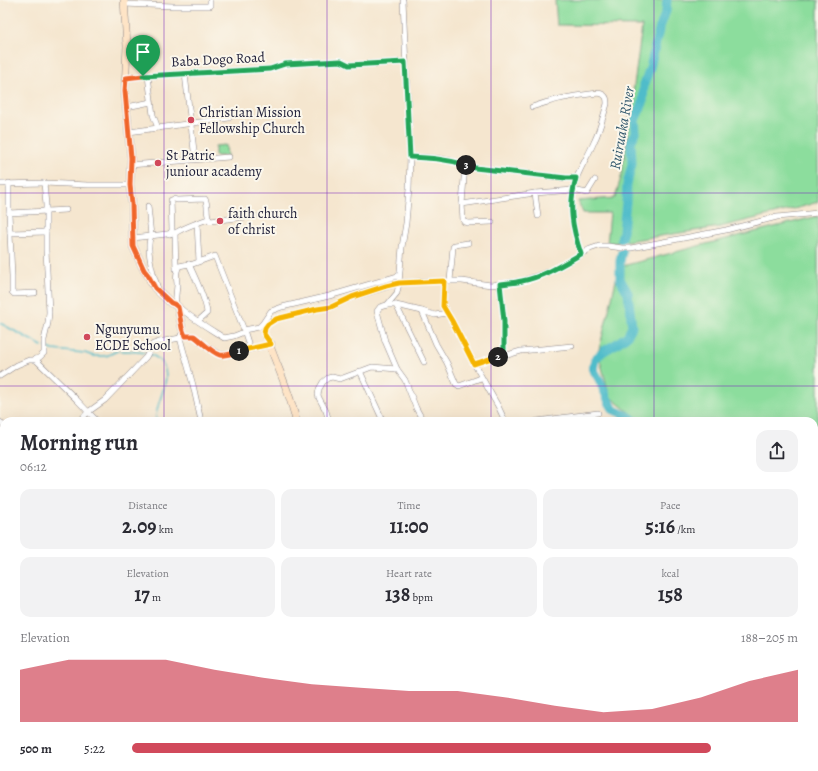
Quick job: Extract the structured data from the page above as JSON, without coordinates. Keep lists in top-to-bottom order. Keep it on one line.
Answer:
{"streets":{"street":["Baba Dogo Road"]},"water":["Ruiruaka River"],"places":["Christian Mission Fellowship Church","St Patric juniour academy","faith church of christ","Ngunyumu ECDE School"],"page":{"pins":["3","1","2"],"heading":["Morning run","06:12"],"stats":[["Distance","2.09 km"],["Time","11:00"],["Pace","5:16 /km"],["Elevation","17 m"],["Heart rate","138 bpm"],["kcal","158"]],"chart":["Elevation","188–205 m"],"list":[{"name":"500 m","note":"5:22"}]}}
⁂
Problem to work on: Print every line above once more, exactly. Omit the pictures.

Written response:
Quick job: Extract the structured data from the page above as JSON, without coordinates. Keep lists in top-to-bottom order. Keep it on one line.
Answer:
{"streets":{"street":["Baba Dogo Road"]},"water":["Ruiruaka River"],"places":["Christian Mission Fellowship Church","St Patric juniour academy","faith church of christ","Ngunyumu ECDE School"],"page":{"pins":["3","1","2"],"heading":["Morning run","06:12"],"stats":[["Distance","2.09 km"],["Time","11:00"],["Pace","5:16 /km"],["Elevation","17 m"],["Heart rate","138 bpm"],["kcal","158"]],"chart":["Elevation","188–205 m"],"list":[{"name":"500 m","note":"5:22"}]}}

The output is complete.